OPTOFC (optimize-OPEN-FETCH-CLOSE) is a JDBC option in GBASE's GBase 8s that reduces network round trips when executing SELECT statements with PreparedStatement. This post explains how it works and demonstrates the real performance gain with benchmarks.
When OPTOFC Takes Effect
The optimization kicks in only when all of the following are true:
- The statement is a
PreparedStatementinstance. - The query is a
SELECT. - The
ResultSettype isTYPE_FORWARD_ONLY. - The concurrency mode is
CONCUR_READ_ONLY.
What It Does
- Merges OPEN and FETCH messages — Normally these are two separate network requests. With
OPTOFC, they are sent together, saving one round trip. (Without variable‑length columns the driver may already merge them; with variable‑length columns you must enableOPTOFC=1to force the merge.) - Auto‑closes the cursor — If all rows are fetched from the server, the server closes the cursor automatically. The subsequent
ResultSet.close()call then avoids an extra network request.
How to Enable It
Add OPTOFC=1 to the JDBC URL:
jdbc:gbasedbt-sqli://192.168.226.180:12888/testdb:OPTOFC=1
Performance Benchmarks
The tests ran the same SELECT * query 1,000 times inside a loop. Two tables were used: t1(name varchar(10)) (variable‑length) and t2(name char(10)) (fixed‑length).

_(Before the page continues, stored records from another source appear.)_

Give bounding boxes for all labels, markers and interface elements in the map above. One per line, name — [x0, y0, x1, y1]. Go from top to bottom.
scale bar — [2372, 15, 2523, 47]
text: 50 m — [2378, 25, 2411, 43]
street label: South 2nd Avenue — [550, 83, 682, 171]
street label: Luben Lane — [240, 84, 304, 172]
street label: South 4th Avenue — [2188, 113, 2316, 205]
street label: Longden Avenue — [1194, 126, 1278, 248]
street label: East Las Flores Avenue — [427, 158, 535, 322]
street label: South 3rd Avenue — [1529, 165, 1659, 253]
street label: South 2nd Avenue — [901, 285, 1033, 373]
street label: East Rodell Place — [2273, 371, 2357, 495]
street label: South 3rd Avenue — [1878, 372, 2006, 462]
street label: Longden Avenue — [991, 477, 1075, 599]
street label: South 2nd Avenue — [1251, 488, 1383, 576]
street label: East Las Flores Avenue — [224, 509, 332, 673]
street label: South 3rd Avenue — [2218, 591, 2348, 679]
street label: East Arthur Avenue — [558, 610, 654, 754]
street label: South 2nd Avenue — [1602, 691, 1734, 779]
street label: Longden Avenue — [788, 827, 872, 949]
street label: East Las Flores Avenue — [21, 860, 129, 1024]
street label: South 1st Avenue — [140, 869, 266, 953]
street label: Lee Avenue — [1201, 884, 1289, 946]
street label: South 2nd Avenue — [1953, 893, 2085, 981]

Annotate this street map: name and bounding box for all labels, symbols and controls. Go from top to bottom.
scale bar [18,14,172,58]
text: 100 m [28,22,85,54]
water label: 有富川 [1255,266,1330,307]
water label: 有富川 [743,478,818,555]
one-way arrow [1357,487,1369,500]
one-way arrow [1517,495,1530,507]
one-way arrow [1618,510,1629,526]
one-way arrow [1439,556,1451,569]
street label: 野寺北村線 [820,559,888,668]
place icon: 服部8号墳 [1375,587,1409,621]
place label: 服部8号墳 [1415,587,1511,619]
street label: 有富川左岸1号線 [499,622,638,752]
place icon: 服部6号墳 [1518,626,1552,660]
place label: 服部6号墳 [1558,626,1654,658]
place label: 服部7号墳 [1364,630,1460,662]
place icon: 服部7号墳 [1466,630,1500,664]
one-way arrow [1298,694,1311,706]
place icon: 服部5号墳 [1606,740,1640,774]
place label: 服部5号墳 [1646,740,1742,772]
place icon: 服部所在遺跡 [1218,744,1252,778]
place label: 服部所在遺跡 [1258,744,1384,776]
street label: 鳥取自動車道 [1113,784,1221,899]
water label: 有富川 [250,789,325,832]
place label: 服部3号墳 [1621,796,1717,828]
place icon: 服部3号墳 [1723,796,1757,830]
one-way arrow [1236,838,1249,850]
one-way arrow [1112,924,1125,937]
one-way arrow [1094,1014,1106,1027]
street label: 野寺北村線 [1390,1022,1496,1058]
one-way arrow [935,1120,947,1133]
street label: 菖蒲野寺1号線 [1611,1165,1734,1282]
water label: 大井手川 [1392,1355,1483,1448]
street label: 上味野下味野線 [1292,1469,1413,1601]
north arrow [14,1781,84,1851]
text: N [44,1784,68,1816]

Example 1 — Fixed‑length column (char)
- Without
OPTOFC: 2,822 ms - With
OPTOFC=1: 1,697 ms — ~40% faster
Example 2 — Variable‑length column (varchar)
- Without
OPTOFC: 2,276 ms (base is lower because OPEN/FETCH are merged by default for varchar) - With
OPTOFC=1: 1,679 ms — still about 26% faster
Example 3 — When it does NOT work (TYPE_SCROLL_INSENSITIVE)
The URL included OPTOFC=1 but the ResultSet type was set to TYPE_SCROLL_INSENSITIVE, breaking condition 3. Execution time stayed at 2,848 ms — identical to the unoptimized path.
Key Takeaway
OPTOFC=1 delivers a measurable speedup for forward‑only, read‑only SELECT queries, especially when variable‑length columns are involved. It's a simple URL change with no code modifications required, making it a low‑effort win for many gbase database applications.
If you're using GBase 8s in a JDBC workload, check your ResultSet types and connection strings — you might be leaving free performance on the table.